Dive Brief:
- Environmental groups have filed a lawsuit against the Trump administration for exempting medical device sterilizers from emissions requirements designed to reduce exposure to cancer-causing chemicals.
- The complaint was filed in the U.S. District Court for the District of Columbia last week against President Donald Trump, the Environmental Protection Agency and EPA Administrator Lee Zeldin. The Southern Environmental Law Center and the National Resources Defence Council filed the lawsuit on behalf of environmental nonprofits in North Carolina, Georgia and Virginia.
- Ethylene oxide, also known as EtO, has been a focus for the medtech and environmental groups, as it is one of the main chemicals used to sterilize medical devices, but is also a carcinogen. EtO is used to sterilize about half of medical devices.
Dive Insight:
The EPA estimated that 8.5 million people living near medical sterilizers have an elevated cancer risk, and that sterilizers could pose a lifetime cancer risk that is 60 times higher than the EPA’s threshold for unacceptable risk.

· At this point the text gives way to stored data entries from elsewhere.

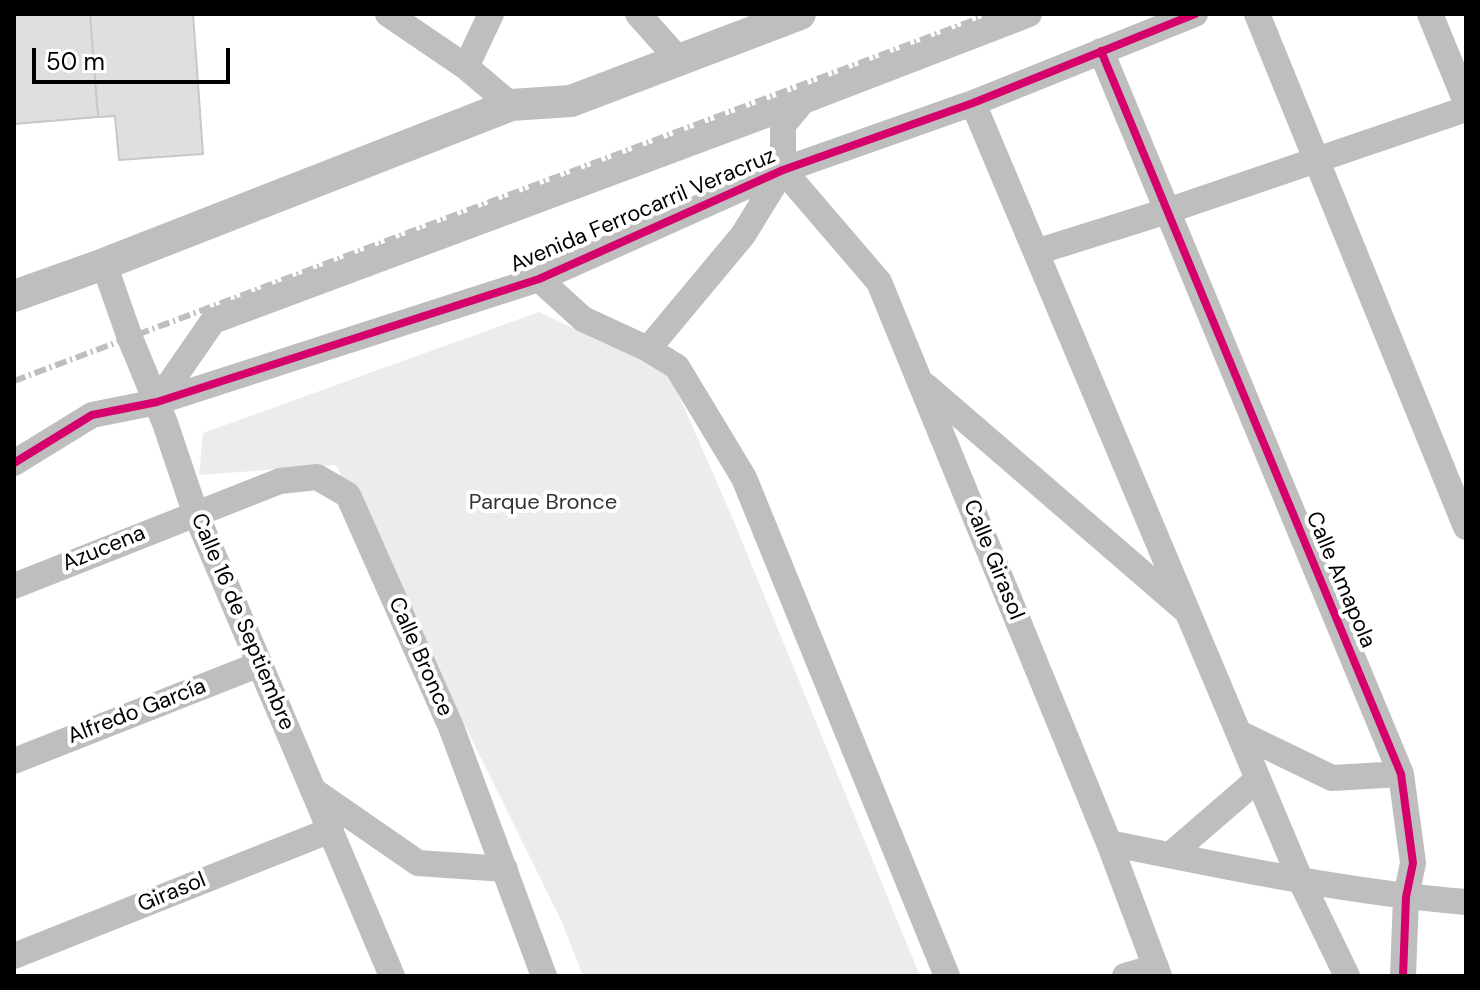 <!DOCTYPE html>
<html>
<head>
<meta charset="utf-8">
<style>
  body { margin:0 }
  #map { position:relative; width:1480px; height:990px; overflow:hidden; background:#fff; font-family:"DM Sans",sans-serif }
  canvas { display:block }
  .frame { position:absolute; inset:0; border:16px solid #000; pointer-events:none }
  .scale { position:absolute; left:32px; top:48px; width:198px; height:36px; box-sizing:border-box; border:4px solid #000; border-top:0; padding-left:10px; font-size:24px; line-height:28px; white-space:nowrap; color:#000; -webkit-text-stroke:6px #fff; paint-order:stroke }
</style>
</head>
<body>
<div id="map">
<canvas width="1480" height="990"></canvas>
<div class="frame"></div>
<div class="scale">50 m</div>
</div>
<script>
const ctx = document.querySelector('canvas').getContext('2d');
ctx.lineJoin = 'round';
function fill(path, color) {
  ctx.fillStyle = color;
  ctx.fill(path, 'evenodd');
}
function stroke(path, color, width, dash) {
  ctx.strokeStyle = color;
  ctx.lineWidth = width;
  ctx.lineCap = dash ? 'butt' : 'round';
  ctx.setLineDash(dash || []);
  ctx.stroke(path);
}
function label(font, color, halo, rows, align = 'center') {
  ctx.font = font + ' "DM Sans",sans-serif';
  ctx.lineWidth = 8;
  ctx.setLineDash([]);
  ctx.textBaseline = 'middle';
  ctx.strokeStyle = halo;
  ctx.fillStyle = color;
  for (const [text, x, y, turn = 0] of rows) {
    ctx.save();
    ctx.translate(x, y);
    ctx.rotate((+turn || 0) * Math.PI / 180);
    ctx.textAlign = isNaN(turn) ? turn : align;
    if (halo) ctx.strokeText(text, 0, 0);
    ctx.fillText(text, 0, 0);
    ctx.restore();
  }
}
const green = new Path2D(`
  M539,312L669,373L732,517L920,976H583L562,922L336,465L199,475L203,433Z`);
const building = new Path2D(`
  M14,14H90L98,117L14,124Z
  M90,14H193L203,154L119,160L115,116L98,117Z`);
const minor = new Path2D(`
  M388,14L466,67L511,105
  M638,14L679,60
  M1257,14L1466,527
  M1430,14L1466,102
  M1101,51L1401,774L1413,863L1406,897L1403,976
  M466,67L491,14
  M973,103L1301,881L1347,976
  M783,170L879,282L1109,843L1159,976
  M1036,252L1167,211L1466,109
  M104,264L130,338L165,423L195,512L392,976
  M539,279L583,319L648,349L677,367L744,478L947,976
  M648,349L743,235L783,170V125L803,101L1029,14
  M926,386L1184,609
  M157,402L213,321L803,101
  M14,463L92,415L157,402L539,279L783,170L973,103L1195,14
  M14,586L280,481L317,477L348,495L451,727L544,976
  M1239,733L1332,778L1401,774
  M14,761L260,664
  M314,791L418,863L505,869
  M1109,843C1228,867 1346,892 1466,902
  M1170,855L1258,779
  M14,956L331,830
  M1125,976L1156,967`);
const tertiary = new Path2D(`
  M14,296L104,264L511,105L571,101L800,14`);
const rail = new Path2D(`
  M14,381L990,14`);
const cycleway = new Path2D(`
  M1101,51L1401,774L1413,863L1406,897L1403,976
  M14,463L92,415L157,402L539,279L783,170L973,103L1195,14`);
const streetNames = [
  ["Avenida Ferrocarril Veracruz",643,211,-23],
  ["Azucena",104,549,-22],
  ["Calle Girasol",993,560,68],
  ["Calle Amapola",1340,580,67],
  ["Calle 16 de Septiembre",242,622,67],
  ["Calle Bronce",420,657,66],
  ["Alfredo García",137,712,-21],
  ["Girasol",172,893,-22]
];
const parkNames = [
  ["Parque Bronce",543,503]
];
fill(green, '#ececec');
fill(building, '#dfdfdf');
stroke(building, '#c7c7c7', 2);
stroke(minor, '#bebebe', 26);
stroke(tertiary, '#bebebe', 32);
stroke(rail, '#bebebe', 6, [12, 4, 2, 4]);
stroke(cycleway, '#d6006c', 8);
label('22px', '#000', '#fff', streetNames);
label('22px', '#333', '#fff', parkNames);
</script>
</body>
</html>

In 2024, the EPA passed a final rule setting new emissions standards for EtO, which the regulator said would reduce emissions by 21 tons per year and reduce the lifetime cancer risk for people who live near sterilization facilities.
The rule added new standards for building leaks and chamber exhaust vents, which previously hadn’t been regulated, and restrictions for facilities that use less than one ton of EtO per year.

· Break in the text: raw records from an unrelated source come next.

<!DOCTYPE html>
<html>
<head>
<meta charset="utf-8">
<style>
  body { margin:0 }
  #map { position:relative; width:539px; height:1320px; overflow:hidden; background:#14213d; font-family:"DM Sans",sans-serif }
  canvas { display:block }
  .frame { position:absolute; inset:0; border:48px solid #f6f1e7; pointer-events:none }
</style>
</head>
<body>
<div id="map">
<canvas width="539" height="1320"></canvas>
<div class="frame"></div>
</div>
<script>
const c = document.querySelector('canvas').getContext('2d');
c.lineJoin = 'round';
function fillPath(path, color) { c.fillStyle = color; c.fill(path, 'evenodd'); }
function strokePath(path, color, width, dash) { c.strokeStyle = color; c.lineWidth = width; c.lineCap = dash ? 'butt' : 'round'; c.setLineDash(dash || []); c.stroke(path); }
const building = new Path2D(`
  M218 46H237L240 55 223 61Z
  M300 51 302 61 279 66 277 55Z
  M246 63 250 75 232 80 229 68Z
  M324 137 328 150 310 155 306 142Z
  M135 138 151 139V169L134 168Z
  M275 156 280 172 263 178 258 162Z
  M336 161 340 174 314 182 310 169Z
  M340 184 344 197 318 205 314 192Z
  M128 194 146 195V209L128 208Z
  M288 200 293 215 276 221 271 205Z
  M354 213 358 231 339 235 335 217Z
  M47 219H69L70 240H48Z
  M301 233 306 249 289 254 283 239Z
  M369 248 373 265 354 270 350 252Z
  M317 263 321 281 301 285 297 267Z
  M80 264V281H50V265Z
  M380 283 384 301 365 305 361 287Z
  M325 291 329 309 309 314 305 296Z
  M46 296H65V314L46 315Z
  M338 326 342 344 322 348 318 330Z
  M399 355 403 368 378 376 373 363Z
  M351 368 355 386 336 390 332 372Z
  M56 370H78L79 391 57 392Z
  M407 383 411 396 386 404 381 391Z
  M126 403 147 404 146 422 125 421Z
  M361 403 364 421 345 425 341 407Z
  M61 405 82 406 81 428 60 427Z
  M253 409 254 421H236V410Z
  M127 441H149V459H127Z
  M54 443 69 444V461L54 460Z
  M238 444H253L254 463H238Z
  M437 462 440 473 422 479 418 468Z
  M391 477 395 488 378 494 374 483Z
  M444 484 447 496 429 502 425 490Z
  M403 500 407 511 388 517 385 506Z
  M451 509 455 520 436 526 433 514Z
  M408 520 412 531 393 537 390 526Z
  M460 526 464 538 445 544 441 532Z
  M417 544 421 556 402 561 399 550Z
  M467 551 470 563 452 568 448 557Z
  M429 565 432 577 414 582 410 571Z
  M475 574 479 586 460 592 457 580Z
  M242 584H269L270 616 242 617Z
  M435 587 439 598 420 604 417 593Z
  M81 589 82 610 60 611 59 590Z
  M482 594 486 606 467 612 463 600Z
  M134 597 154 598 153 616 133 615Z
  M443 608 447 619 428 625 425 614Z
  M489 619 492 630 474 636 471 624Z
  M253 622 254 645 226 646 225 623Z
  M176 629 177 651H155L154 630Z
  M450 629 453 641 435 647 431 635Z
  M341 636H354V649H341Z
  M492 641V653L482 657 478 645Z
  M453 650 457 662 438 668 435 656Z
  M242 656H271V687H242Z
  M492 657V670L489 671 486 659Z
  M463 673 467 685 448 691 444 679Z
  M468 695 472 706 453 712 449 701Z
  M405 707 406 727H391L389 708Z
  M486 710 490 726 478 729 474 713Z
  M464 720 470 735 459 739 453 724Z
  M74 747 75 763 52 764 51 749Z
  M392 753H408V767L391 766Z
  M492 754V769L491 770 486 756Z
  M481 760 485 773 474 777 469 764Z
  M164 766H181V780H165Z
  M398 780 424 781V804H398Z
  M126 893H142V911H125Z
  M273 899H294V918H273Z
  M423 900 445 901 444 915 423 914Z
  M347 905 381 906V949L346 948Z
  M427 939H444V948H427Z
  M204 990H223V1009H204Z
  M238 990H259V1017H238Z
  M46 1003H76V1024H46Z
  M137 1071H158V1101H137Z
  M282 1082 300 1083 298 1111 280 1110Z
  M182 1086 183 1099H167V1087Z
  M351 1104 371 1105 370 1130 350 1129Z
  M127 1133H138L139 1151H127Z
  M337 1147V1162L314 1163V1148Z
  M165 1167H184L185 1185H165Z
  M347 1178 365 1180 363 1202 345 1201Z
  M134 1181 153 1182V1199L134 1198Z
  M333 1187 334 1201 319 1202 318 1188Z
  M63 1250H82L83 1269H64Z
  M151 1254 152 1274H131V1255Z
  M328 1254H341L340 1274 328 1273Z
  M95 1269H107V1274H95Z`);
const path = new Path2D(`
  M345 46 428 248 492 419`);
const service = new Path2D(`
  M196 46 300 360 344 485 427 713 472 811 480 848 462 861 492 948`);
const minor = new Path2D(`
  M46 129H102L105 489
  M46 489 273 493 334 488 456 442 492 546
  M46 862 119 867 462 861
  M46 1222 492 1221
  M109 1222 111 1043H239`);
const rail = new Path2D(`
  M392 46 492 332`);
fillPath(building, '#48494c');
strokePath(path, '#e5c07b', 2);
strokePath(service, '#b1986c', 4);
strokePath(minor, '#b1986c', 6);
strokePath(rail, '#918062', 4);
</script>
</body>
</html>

However, the Trump administration put many of these actions on pause. In July, Trump issued a proclamation to push back the new emissions standards by two years while the EPA reconsiders them. The proclamation listed 40 facilities, about 45% of commercial sterilizers, according to the lawsuit, allowing them to delay more stringent emissions controls and forgo emissions monitoring and quarterly reporting.
Plaintiffs argue Trump overstepped his authority by making sweeping exemptions without providing facts to back them. While the president may exempt sources from hazardous air pollutant standards for two years under the Clean Air Act, the president must determine the technology needed to implement the standard is not available, and that the exemption is in the U.S.’ national security interests.
No president has used this exemption authority in the 55 years since it was enacted by Congress, while Trump invoked it seven times in 2025, according to the complaint.
Trump claims the EPA’s final rule places “severe burdens” on commercial sterilization facilities and that the technology needed to implement the rule is not available. However, the Trump administration did not provide any analysis showing the 40 facilities could not meet the statutory standard. In addition, the technology needed to comply with the rule is widely available, and already in use at many facilities that received exemptions, according to the lawsuit.
For example, the EPA found that 20 of 40 facilities with chamber exhaust vents already met revised standards, and seven commercial sterilizers didn’t need to make any changes to meet the new requirements.
The plaintiffs are requesting the court declare the proclamation invalid and prohibit the EPA from implementing or relying on it. They also want the EPA to notify exempted sterilization facilities that the proclamation is invalid and to not delay compliance with the deadlines listed in the EtO final rule.